Kant’s objection sheds further light on my account. Recall a last time R619: “The first building

block [Grundstück] of our cognition is Empfindung.” I can now suggest that Empfindung is the

Grundstück of cognition not in being the constitutive basis of cognition, but rather in the sense

suggested by Kant’s objection to Leibniz, in providing the affection on which representation

depends.

Last, consider the way my account contrasts with the historical narrative of Kant’s view

typically offered by “constructivist” readers.53 On this narrative, Kant departs from the

Leibnizian/Wolffian tradition of assuming representational character as essential to the substances

that possess it (expressed e.g. by Wolff’s positing of a substantial vis representiva).

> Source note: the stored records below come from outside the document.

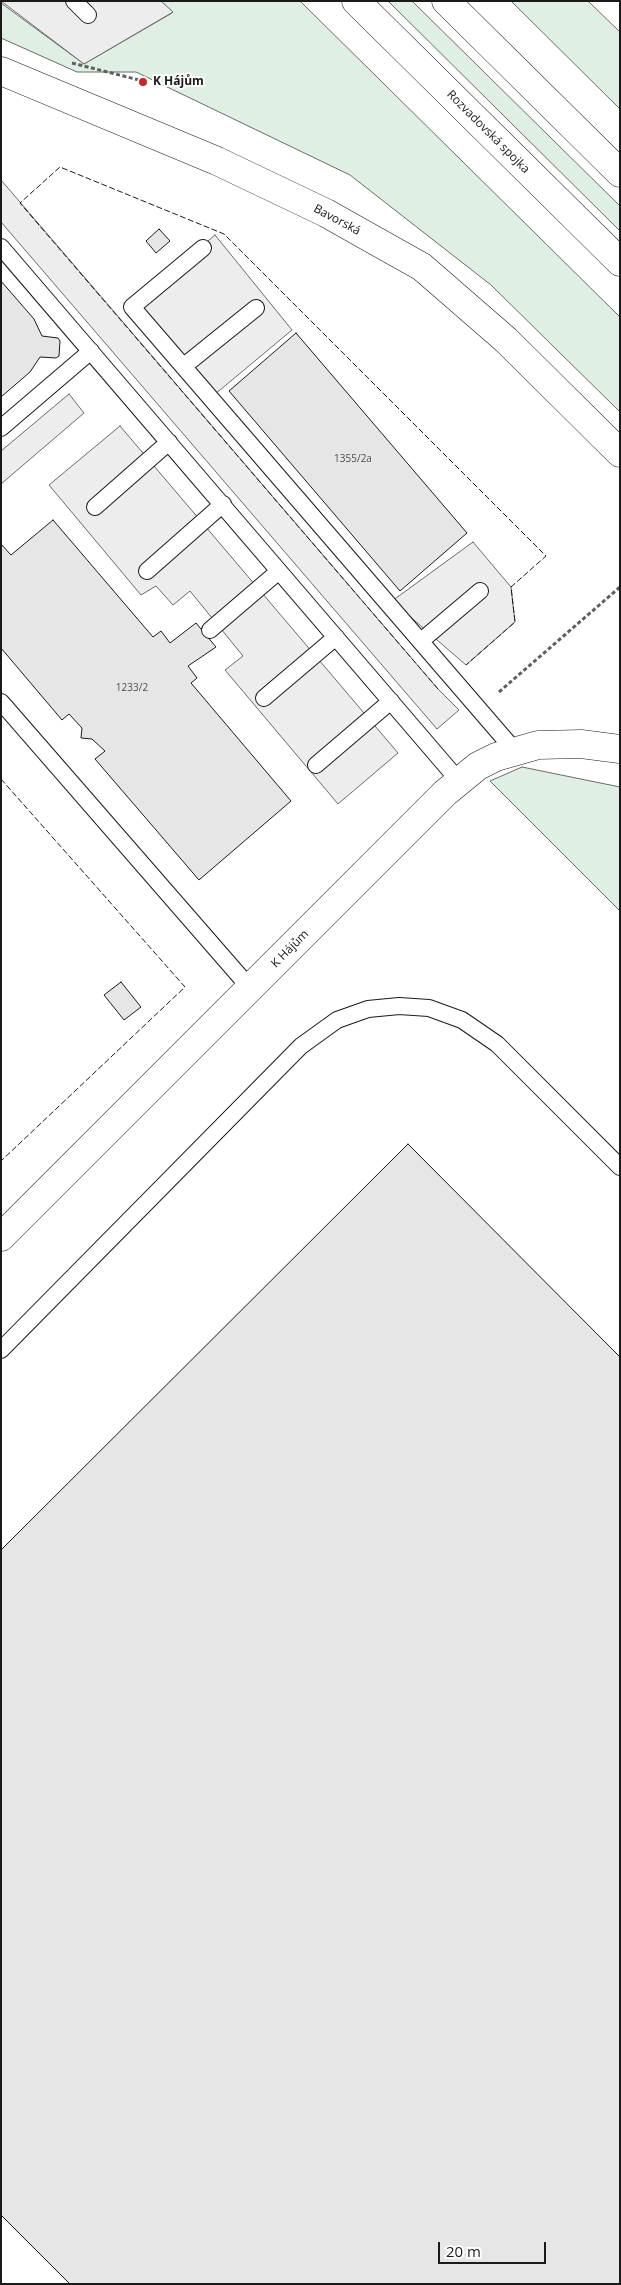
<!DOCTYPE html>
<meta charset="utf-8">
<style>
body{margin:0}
#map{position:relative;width:621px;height:2285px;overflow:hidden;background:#fff;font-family:"Open Sans",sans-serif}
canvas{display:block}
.frame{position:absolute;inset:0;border:2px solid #1a1a1a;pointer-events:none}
.scale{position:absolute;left:438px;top:2242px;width:108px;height:22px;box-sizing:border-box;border:2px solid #1a1a1a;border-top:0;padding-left:6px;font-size:15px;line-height:18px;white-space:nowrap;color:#1a1a1a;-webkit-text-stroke:4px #fff;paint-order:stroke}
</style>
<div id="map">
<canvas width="621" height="2285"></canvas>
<div class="frame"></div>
<div class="scale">20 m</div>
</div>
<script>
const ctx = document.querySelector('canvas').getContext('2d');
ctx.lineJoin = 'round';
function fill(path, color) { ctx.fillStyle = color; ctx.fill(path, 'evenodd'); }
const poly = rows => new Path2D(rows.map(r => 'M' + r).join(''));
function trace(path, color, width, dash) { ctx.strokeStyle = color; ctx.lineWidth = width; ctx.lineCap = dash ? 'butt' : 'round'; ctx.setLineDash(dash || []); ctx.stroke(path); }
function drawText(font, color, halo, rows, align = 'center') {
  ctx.font = font + ' "Open Sans",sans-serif'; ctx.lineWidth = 4; ctx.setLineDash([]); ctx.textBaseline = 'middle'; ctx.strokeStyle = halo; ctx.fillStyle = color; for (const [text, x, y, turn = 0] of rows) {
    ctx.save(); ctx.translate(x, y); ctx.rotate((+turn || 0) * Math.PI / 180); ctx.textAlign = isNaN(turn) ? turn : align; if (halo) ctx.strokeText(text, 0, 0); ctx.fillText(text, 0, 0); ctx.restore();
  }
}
const green = poly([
 [161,1,300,1,620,317,620,412,491,285,350,175,136,72,77,72,1,38,1,3,84,64,172,13,161,1],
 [388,1,412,1,620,206,620,231,388,1],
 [511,1,588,1,620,32,620,109,511,1],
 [522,767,620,787,620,911,490,781,522,767]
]);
const parking = poly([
 [1,1,161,1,173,12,84,64,1,1],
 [1,180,438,689,459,710,437,729,1,222,1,180],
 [215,235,292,330,214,395,137,303,215,235],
 [69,394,84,413,1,484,1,451,69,394],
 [120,426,398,753,338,804,225,670,243,656,190,591,173,605,156,586,141,595,49,485,120,426],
 [473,542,511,587,515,622,466,665,392,601,473,542]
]);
const building = poly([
 [159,229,170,241,156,253,146,241,159,229],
 [1,281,34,319,42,336,58,338,60,341,59,356,56,358,40,357,30,372,1,397,1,281],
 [296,333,467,533,400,591,229,391,296,333],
 [53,520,153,637,161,631,170,643,196,623,216,647,188,666,197,678,191,683,291,801,199,880,95,759,105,751,92,739,81,738,82,728,69,714,62,720,1,648,1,544,11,555,53,520],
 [121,982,141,1007,124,1020,104,995,121,982],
 [408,1144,620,1357,620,2284,70,2284,1,2215,1,1550,408,1144]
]);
const path = poly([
 [72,63,147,82],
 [499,692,620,587]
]);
const lane = poly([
 [74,1,88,15],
 [1,247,459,781],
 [203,248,132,307,515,751],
 [184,366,256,308],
 [1,428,91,351],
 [95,507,169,442],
 [147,571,223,504],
 [210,630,279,571],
 [421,641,480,591],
 [264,698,336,637],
 [1,702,250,988],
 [316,765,391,701],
 [1,1350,301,1046,337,1020,368,1009,399,1006,429,1008,462,1020,497,1044,620,1167]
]);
const street = poly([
 [1,1237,445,793,478,766,496,757,538,745,581,744,620,749]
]);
const secondary = poly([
 [1,71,217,161,326,213,422,267,506,340,620,453]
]);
const highway = poly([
 [356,1,620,262],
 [446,1,620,173]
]);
const fence = poly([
 [438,689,20,203,60,167,224,234,546,556,511,587,515,622,466,665],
 [1,779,185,987,1,1161]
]);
const markers = [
 [143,82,5,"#c62828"]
];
const numberNames = [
 ["1355/2a",353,459],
 ["1233/2",132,688]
];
const poiNames = [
 ["K Hájům",153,82]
];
const streetNames = [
 ["Rozvadovská spojka",488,132,45],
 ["Bavorská",337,220,28],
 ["K Hájům",290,949,-45]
];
fill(green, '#e0efe3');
trace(green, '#6a6a6a', 1);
fill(parking, '#ededed');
trace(parking, '#6a6a6a', 1);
fill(building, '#e6e6e6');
trace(building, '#1a1a1a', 1);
trace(lane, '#1a1a1a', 18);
trace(street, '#1a1a1a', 29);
trace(secondary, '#1a1a1a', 29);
trace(highway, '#1a1a1a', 29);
trace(path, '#5f5f5f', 3, [4, 2.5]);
trace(lane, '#fff', 16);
trace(street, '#fff', 28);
trace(secondary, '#fff', 28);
trace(highway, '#fff', 28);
trace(fence, '#1a1a1a', 1, [6, 2.5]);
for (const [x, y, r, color] of markers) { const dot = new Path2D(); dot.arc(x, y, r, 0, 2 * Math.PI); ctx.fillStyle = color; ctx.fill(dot); trace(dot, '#fff', 2); }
drawText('10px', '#4d4d4d', null, numberNames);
drawText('bold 12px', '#1a1a1a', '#fff', poiNames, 'left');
drawText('12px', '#1a1a1a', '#fff', streetNames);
</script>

By contrast,

the constructivist understands Kant as siding with the broadly Humean tradition of providing a

positive explanation of intentional character on a basis of sensory stimulus. In particular, Kant is

understood as replacing Hume’s associationism with an account grounded in a priori intellectual

resources.54 But on my account Kant comes down on the rationalist side of the opposition

between Leibniz and Hume. Specifically, Empfindung is not foundational to a constructive view

of representational character grounded in sensory input. On the contrary, Empfindung serves as a

condition on the proper rendering of a Leibnizian view, such that spontaneous representational

character is understood to depend on affection, even as in Leibnizian fashion it is assumed as the

form of the sort of substances subjects are.

53 E.g. Kitcher 1990, pp. 77-85. 54 Kitcher 1993, pp. 79-82.